Required action ::
Check each line of the material below for "Ring", then copy the ones that contain it.

--- START ---

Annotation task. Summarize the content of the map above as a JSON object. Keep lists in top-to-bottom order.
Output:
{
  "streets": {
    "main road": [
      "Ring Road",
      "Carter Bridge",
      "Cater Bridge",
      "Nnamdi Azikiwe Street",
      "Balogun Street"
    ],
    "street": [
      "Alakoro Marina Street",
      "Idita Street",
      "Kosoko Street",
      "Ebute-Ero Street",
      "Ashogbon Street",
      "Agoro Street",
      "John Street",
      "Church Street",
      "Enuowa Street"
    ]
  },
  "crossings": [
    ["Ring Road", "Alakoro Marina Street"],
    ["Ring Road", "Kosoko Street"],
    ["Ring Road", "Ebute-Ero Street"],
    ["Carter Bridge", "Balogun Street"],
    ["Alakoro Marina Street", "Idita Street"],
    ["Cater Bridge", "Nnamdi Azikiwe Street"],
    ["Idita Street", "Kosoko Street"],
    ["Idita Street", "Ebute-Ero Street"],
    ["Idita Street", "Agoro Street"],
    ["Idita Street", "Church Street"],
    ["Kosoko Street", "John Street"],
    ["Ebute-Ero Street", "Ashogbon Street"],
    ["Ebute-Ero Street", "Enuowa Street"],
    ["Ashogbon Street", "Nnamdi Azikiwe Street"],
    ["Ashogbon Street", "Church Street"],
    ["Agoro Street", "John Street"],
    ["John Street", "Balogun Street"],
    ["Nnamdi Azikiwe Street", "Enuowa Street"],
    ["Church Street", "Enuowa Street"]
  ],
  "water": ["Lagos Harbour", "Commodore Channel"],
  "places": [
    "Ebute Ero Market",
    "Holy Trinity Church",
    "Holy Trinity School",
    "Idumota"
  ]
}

--- END ---

The completed task ::
      "Ring Road",
    ["Ring Road", "Alakoro Marina Street"],
    ["Ring Road", "Kosoko Street"],
    ["Ring Road", "Ebute-Ero Street"],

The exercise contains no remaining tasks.